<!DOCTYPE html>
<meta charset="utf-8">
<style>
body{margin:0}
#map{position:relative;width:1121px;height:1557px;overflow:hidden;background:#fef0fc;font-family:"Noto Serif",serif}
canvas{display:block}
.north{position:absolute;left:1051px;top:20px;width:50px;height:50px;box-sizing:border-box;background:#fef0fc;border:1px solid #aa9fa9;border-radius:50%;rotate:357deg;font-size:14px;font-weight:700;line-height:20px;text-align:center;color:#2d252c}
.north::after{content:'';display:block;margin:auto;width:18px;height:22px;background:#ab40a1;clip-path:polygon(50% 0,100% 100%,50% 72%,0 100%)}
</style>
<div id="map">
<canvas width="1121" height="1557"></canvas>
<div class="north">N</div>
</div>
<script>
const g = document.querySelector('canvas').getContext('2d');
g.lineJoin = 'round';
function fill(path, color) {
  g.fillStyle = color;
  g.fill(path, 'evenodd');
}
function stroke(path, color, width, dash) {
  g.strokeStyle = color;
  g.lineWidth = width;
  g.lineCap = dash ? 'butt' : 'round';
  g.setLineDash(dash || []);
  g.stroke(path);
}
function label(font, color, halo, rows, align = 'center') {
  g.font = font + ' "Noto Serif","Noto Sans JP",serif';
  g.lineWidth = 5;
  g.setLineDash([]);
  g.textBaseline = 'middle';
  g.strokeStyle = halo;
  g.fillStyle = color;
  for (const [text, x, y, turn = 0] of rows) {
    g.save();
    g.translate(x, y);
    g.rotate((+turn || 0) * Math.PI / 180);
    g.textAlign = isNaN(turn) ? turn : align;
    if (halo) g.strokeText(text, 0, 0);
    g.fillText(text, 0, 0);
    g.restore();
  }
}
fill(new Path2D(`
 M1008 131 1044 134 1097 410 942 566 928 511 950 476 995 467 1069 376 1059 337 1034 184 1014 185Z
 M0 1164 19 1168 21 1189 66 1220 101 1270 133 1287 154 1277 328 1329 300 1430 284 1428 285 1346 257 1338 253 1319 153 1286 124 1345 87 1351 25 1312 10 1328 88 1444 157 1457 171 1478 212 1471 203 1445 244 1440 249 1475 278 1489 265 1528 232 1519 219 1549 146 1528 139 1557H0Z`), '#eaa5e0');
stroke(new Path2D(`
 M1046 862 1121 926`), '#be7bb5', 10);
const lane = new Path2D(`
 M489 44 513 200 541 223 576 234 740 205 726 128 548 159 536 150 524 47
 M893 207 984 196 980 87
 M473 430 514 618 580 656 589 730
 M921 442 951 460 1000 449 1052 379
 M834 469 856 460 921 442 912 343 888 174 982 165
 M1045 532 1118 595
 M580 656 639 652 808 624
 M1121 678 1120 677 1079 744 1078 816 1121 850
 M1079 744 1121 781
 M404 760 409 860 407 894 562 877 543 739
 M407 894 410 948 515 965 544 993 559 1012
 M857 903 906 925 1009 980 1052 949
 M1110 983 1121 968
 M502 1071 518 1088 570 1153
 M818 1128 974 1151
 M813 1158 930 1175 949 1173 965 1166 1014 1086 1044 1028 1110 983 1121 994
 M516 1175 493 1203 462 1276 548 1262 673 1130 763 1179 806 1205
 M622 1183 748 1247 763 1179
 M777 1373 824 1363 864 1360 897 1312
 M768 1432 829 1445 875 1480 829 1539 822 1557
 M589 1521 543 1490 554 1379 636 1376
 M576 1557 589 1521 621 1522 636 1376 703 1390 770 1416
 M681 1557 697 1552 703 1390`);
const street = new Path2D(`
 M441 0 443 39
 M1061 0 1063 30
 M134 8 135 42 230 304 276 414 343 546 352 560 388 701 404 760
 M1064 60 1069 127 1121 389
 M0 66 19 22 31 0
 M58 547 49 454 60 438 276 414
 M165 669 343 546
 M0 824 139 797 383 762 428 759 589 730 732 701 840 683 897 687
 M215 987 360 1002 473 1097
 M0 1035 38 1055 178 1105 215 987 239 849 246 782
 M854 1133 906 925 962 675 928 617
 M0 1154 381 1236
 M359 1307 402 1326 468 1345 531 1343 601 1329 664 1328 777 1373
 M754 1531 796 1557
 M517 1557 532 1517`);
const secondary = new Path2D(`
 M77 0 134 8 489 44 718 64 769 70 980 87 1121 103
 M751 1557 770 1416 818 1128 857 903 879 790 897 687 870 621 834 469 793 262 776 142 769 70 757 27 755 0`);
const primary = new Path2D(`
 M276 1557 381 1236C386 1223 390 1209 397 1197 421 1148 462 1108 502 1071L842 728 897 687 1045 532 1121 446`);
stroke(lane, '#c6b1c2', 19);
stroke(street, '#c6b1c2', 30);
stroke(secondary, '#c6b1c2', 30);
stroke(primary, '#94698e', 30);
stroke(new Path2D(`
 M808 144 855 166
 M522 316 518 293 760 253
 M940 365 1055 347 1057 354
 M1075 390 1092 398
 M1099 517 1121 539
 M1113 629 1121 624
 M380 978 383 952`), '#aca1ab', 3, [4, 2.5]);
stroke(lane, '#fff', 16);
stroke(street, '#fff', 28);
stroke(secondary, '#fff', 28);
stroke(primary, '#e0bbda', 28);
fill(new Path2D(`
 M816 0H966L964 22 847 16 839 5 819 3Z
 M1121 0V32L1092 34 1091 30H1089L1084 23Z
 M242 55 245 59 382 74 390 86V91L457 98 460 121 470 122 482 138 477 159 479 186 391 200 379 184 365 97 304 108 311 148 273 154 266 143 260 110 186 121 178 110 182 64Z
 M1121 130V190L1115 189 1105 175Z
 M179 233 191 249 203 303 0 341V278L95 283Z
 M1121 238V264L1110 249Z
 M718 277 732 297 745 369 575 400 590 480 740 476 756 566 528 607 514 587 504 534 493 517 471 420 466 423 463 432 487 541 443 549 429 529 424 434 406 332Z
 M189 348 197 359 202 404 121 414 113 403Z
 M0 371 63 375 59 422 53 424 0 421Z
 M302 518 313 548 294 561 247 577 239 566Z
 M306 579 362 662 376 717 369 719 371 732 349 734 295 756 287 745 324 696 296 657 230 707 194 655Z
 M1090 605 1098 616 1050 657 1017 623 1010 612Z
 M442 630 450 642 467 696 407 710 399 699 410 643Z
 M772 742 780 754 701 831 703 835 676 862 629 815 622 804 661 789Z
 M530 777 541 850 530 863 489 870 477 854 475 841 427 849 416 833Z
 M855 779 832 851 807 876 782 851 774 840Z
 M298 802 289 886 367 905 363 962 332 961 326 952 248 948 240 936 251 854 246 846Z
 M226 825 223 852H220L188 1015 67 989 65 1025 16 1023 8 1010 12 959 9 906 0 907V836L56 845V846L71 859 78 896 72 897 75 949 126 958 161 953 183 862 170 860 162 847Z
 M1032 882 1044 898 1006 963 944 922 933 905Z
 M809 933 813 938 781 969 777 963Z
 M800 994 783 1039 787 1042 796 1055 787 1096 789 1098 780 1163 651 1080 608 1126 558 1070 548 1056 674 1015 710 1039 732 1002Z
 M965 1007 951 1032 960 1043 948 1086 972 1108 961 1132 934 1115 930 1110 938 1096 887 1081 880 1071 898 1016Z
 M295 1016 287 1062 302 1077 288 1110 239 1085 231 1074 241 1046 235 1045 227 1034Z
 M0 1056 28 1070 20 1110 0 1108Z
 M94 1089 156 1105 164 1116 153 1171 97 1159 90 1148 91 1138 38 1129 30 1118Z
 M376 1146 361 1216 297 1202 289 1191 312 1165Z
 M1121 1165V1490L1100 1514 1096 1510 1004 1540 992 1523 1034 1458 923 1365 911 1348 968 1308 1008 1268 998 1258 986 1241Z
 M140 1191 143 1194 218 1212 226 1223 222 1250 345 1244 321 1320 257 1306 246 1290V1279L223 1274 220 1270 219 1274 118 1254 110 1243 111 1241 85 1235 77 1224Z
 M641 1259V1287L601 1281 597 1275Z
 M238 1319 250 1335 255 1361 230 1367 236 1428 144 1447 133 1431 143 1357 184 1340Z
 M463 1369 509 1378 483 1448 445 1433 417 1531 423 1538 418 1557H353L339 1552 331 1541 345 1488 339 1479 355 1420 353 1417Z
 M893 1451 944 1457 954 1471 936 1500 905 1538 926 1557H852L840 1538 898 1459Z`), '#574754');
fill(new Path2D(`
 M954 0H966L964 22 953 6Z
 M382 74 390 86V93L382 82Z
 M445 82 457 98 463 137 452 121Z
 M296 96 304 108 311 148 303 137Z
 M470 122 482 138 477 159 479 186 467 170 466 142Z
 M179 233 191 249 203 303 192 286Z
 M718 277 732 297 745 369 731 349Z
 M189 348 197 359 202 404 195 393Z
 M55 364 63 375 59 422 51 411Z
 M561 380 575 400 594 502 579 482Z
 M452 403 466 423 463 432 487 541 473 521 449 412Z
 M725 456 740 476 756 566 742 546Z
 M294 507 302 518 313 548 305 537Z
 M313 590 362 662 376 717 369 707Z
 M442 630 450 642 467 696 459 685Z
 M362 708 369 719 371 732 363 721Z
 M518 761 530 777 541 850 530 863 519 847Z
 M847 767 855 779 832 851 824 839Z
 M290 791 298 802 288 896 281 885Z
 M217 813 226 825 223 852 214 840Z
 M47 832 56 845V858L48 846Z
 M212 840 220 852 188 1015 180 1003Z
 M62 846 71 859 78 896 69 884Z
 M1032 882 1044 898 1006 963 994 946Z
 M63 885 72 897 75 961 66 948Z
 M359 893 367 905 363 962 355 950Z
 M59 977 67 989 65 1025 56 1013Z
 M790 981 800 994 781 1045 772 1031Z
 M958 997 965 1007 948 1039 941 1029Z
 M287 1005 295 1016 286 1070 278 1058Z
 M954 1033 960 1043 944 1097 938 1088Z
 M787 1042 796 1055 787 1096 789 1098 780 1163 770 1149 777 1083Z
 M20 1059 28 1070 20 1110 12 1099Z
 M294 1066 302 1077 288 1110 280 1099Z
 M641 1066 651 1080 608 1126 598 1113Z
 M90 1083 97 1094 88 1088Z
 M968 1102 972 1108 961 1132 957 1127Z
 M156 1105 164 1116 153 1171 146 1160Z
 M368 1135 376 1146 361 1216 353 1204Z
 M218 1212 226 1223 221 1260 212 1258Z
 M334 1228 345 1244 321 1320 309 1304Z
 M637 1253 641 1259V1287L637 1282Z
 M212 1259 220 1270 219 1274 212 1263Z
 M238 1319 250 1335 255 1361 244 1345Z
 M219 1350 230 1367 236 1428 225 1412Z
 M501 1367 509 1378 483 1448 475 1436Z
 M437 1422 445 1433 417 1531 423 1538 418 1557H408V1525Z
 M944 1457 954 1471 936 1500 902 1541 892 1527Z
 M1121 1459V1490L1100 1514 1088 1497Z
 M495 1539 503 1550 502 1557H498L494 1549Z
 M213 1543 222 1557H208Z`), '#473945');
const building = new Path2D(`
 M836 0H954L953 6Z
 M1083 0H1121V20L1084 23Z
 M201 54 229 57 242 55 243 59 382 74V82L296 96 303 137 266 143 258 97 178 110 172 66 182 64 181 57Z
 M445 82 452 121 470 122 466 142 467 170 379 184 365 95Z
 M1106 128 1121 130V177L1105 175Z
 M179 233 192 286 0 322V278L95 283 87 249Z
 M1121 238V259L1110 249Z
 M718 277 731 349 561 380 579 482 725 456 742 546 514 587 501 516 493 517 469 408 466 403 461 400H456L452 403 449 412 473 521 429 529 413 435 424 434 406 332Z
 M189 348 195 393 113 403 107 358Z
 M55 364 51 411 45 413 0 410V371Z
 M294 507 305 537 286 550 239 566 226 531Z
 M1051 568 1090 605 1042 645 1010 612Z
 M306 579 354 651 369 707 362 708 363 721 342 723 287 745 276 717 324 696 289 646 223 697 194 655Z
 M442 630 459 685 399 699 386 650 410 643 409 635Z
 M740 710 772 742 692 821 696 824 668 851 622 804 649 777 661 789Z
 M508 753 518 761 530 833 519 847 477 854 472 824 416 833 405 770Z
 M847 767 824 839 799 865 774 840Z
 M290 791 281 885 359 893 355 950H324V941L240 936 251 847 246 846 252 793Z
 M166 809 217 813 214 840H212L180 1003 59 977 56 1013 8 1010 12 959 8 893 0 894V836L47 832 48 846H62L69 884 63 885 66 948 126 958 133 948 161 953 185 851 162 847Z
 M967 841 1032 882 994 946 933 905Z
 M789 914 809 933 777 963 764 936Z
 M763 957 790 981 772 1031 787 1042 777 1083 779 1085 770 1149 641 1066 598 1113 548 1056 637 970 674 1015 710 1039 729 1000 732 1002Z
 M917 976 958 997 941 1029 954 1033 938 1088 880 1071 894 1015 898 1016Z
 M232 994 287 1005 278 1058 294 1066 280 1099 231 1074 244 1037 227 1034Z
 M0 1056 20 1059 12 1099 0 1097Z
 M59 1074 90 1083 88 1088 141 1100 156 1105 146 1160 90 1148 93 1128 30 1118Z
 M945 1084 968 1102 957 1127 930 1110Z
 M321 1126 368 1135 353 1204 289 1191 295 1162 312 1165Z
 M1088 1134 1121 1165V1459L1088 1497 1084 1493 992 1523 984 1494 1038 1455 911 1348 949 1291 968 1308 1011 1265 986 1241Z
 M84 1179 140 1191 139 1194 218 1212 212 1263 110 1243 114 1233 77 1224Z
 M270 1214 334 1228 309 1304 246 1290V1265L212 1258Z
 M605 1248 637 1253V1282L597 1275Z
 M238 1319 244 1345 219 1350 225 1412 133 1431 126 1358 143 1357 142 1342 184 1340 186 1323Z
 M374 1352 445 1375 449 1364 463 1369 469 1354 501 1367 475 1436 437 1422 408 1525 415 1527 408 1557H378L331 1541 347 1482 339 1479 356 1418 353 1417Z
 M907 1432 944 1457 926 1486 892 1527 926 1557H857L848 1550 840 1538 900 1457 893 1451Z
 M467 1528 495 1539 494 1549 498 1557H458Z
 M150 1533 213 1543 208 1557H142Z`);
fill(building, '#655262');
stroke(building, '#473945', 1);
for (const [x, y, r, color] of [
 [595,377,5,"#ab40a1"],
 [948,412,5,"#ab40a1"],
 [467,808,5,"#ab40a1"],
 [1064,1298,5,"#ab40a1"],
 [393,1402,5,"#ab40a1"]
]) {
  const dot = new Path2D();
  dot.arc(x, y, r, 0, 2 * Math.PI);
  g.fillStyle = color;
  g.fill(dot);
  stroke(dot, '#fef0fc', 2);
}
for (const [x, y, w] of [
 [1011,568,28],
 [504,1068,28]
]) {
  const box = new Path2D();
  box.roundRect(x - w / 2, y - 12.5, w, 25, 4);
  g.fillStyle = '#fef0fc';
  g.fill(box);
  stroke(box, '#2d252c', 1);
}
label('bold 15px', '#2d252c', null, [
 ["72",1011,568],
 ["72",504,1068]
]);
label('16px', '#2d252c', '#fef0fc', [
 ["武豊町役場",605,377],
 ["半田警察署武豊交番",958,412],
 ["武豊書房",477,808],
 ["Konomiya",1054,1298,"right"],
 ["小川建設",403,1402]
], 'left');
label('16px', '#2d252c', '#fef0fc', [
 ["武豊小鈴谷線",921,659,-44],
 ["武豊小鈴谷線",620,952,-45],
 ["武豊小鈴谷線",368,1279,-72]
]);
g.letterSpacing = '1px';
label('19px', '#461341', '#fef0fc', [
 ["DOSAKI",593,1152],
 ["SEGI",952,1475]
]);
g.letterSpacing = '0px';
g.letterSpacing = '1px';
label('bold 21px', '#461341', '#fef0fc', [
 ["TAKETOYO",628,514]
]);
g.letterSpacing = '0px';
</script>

__________________________________________________

**WHAT THE TASK REQUIRES:**
In the entries above, find each line that has the word "function". Copy it.

**RESPONSE AREA:**
function fill(path, color) {
function stroke(path, color, width, dash) {
function label(font, color, halo, rows, align = 'center') {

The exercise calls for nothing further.